*Records to process*
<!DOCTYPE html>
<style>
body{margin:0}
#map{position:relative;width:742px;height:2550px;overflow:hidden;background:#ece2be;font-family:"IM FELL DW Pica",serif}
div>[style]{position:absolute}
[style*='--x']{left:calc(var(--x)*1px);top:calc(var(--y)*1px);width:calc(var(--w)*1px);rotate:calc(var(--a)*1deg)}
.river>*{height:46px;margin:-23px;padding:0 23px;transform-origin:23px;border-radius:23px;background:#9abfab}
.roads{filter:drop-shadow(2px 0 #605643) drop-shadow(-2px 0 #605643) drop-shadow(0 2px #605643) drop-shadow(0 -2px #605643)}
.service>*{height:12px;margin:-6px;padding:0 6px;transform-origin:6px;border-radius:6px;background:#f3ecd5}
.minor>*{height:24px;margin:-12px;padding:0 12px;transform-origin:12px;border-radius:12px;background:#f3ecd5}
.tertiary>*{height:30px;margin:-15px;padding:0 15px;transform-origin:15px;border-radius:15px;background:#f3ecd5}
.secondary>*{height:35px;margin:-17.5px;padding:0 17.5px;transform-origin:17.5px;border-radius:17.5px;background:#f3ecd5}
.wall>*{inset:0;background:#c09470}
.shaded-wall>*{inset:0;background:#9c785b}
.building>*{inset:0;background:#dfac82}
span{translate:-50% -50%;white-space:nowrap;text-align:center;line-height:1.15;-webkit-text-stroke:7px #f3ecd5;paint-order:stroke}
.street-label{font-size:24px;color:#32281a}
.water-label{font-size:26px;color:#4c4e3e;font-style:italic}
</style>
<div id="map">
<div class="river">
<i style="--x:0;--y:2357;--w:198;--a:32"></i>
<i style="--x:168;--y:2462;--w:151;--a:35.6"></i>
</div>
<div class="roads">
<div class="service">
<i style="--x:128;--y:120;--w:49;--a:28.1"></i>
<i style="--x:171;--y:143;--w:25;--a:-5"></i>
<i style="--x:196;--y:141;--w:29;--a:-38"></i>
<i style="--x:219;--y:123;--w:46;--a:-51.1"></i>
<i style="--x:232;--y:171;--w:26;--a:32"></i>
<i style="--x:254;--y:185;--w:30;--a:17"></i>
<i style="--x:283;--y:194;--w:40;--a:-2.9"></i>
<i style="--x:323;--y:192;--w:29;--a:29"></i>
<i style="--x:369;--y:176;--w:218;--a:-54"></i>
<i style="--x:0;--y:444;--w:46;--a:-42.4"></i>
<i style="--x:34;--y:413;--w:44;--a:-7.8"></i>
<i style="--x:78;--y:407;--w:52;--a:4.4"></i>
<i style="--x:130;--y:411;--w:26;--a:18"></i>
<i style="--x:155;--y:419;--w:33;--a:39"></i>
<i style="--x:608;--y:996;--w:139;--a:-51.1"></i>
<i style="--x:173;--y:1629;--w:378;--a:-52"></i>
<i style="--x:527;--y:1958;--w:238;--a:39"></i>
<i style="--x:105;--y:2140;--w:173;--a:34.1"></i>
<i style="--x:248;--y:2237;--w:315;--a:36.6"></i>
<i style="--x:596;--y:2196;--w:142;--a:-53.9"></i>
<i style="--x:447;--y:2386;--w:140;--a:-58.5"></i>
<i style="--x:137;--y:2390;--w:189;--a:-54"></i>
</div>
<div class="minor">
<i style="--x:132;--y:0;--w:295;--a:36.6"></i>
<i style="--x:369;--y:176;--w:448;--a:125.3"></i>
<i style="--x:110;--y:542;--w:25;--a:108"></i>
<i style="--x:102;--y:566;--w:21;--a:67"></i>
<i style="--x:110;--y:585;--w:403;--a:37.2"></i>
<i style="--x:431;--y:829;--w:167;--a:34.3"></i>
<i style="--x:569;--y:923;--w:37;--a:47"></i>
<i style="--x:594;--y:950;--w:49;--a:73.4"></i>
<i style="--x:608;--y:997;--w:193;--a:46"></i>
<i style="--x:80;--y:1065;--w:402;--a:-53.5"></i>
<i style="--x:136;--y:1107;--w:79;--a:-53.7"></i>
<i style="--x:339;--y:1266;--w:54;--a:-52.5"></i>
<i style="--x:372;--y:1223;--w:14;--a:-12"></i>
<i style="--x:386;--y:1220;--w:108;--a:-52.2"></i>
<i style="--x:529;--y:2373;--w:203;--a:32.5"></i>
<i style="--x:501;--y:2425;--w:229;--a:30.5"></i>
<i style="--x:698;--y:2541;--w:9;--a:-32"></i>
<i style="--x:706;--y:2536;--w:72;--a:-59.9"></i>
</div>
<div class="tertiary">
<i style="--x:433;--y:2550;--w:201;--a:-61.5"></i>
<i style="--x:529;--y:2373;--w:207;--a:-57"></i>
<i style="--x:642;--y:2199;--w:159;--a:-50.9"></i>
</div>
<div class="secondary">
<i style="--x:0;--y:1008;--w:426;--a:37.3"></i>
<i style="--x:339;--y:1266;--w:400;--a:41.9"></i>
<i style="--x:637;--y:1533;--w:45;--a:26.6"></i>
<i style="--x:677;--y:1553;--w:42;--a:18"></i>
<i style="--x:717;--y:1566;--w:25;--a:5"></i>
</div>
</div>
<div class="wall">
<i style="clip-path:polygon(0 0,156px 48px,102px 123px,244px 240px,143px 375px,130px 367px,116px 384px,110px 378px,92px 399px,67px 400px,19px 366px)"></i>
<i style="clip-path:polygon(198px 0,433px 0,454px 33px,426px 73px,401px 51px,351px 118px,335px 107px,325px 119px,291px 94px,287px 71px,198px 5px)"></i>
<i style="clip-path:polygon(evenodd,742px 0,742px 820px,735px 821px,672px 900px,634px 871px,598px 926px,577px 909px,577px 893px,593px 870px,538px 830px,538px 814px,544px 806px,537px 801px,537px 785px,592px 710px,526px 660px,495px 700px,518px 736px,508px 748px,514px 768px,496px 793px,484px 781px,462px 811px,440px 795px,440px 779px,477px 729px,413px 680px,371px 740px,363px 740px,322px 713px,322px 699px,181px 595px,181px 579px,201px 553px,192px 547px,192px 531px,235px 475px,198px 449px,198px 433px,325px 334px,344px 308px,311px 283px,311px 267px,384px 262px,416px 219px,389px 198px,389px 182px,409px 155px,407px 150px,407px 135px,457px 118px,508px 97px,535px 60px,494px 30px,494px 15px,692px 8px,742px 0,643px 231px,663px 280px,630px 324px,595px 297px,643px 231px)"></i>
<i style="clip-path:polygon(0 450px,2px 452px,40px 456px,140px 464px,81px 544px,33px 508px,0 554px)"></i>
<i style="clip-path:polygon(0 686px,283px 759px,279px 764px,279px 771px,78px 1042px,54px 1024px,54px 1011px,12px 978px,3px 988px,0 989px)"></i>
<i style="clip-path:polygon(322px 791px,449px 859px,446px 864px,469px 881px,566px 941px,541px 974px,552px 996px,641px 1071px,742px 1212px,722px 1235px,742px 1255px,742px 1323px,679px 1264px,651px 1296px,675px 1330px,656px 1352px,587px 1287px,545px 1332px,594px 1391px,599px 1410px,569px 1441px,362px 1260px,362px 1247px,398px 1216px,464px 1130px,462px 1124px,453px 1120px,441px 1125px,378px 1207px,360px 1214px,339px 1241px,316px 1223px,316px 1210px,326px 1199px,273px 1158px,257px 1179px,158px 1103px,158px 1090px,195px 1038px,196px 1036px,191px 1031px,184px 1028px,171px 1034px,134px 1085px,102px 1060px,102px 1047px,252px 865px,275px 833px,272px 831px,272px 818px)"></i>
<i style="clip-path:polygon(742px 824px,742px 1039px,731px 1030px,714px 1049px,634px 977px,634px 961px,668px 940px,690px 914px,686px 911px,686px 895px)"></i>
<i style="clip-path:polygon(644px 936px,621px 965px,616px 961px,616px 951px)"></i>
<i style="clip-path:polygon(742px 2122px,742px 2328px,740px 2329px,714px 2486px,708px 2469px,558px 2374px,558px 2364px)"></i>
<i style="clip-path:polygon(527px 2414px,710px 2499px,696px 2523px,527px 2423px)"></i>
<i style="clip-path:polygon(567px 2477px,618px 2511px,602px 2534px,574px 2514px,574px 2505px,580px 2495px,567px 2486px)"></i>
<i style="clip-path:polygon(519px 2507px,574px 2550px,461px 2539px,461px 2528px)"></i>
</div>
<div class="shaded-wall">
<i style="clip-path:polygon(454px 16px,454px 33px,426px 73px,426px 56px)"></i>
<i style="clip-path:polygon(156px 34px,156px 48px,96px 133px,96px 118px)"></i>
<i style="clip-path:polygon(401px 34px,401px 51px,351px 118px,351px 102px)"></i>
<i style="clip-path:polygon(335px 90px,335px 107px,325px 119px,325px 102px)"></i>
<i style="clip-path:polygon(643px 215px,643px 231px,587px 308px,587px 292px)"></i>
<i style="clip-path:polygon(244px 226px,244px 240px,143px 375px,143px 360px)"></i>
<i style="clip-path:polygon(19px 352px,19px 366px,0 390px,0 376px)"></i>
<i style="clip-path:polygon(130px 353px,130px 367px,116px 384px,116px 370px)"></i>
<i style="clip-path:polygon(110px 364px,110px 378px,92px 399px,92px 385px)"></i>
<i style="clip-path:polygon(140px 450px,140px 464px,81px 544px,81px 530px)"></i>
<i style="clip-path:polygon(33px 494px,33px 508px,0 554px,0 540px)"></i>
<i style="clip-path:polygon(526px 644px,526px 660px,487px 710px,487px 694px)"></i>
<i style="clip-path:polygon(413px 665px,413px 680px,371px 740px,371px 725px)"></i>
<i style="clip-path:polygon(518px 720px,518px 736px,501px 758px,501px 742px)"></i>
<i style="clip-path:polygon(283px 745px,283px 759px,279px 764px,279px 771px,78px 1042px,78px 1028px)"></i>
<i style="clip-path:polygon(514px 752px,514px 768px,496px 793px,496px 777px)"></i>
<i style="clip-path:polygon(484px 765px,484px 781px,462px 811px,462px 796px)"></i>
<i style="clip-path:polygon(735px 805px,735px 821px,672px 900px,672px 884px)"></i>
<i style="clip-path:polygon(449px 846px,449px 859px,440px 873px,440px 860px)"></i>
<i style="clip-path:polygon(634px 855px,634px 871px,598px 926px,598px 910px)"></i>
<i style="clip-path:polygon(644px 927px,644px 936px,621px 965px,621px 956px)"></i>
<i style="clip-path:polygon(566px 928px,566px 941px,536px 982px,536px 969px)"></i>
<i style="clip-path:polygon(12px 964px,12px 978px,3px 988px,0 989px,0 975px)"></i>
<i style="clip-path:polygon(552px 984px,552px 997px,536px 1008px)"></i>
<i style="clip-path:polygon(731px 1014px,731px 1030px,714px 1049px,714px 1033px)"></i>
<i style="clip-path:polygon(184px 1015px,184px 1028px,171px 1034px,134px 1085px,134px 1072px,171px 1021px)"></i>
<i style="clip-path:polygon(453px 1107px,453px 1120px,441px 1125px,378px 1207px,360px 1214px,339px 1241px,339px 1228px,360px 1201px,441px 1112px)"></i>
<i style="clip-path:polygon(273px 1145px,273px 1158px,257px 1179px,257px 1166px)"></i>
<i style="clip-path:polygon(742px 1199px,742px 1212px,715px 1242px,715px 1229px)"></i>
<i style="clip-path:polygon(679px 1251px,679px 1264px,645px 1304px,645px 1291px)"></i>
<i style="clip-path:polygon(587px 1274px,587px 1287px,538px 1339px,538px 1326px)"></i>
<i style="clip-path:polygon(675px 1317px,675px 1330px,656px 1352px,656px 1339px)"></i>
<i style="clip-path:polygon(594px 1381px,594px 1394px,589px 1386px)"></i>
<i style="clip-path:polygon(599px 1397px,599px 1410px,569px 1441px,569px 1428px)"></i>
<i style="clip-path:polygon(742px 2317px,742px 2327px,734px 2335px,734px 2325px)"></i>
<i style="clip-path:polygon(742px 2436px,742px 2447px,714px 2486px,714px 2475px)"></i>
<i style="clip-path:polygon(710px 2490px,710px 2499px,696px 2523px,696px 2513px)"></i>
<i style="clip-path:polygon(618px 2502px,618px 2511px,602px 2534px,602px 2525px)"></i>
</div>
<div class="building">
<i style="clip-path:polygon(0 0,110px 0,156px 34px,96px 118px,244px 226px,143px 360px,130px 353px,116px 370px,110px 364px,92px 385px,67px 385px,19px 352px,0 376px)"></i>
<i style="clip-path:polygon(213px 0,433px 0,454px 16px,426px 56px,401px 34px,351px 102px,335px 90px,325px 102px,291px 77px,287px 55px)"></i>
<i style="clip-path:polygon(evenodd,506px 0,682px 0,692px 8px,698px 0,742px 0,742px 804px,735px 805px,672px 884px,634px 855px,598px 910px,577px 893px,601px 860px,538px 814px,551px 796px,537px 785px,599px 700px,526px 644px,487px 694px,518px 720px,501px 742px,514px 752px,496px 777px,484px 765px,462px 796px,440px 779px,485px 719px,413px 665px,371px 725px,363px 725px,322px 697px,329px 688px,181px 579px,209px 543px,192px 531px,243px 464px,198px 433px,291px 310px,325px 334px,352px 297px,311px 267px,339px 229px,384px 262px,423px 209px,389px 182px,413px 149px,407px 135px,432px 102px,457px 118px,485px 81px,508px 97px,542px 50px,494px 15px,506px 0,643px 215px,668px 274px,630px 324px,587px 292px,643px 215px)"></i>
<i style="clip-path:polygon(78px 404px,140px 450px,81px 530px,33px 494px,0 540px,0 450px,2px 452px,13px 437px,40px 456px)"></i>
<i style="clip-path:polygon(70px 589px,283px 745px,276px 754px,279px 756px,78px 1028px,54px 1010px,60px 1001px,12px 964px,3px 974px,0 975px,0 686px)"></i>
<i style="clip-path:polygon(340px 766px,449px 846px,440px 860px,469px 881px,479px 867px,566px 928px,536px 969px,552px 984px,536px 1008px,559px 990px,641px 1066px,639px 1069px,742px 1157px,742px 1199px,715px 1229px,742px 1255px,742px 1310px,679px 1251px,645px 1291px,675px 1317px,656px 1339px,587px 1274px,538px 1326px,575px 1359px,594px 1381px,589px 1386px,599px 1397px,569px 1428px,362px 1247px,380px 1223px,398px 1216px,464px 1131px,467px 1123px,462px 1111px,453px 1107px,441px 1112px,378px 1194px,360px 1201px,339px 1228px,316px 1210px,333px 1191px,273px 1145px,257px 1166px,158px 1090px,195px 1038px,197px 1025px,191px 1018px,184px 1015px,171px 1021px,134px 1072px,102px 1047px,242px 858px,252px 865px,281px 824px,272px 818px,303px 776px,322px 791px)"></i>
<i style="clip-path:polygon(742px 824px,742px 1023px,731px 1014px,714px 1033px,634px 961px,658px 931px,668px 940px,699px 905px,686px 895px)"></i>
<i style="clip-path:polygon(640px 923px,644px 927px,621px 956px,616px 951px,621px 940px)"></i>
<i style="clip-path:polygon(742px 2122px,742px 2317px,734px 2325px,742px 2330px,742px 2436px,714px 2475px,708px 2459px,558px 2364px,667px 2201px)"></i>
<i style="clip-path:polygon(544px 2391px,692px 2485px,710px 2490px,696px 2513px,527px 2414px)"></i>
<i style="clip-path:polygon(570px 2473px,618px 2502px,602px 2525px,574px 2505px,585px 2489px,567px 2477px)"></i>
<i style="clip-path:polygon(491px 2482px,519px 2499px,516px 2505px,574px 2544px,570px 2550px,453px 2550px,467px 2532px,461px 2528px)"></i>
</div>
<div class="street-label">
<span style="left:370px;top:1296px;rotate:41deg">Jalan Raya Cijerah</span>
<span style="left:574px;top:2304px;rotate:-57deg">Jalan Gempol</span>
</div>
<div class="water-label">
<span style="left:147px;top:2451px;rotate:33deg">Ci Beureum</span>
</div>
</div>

*Directions for this task*
Every line above that has the string "river" needs to be copied.

*Task output*
.river>*{height:46px;margin:-23px;padding:0 23px;transform-origin:23px;border-radius:23px;background:#9abfab}
<div class="river">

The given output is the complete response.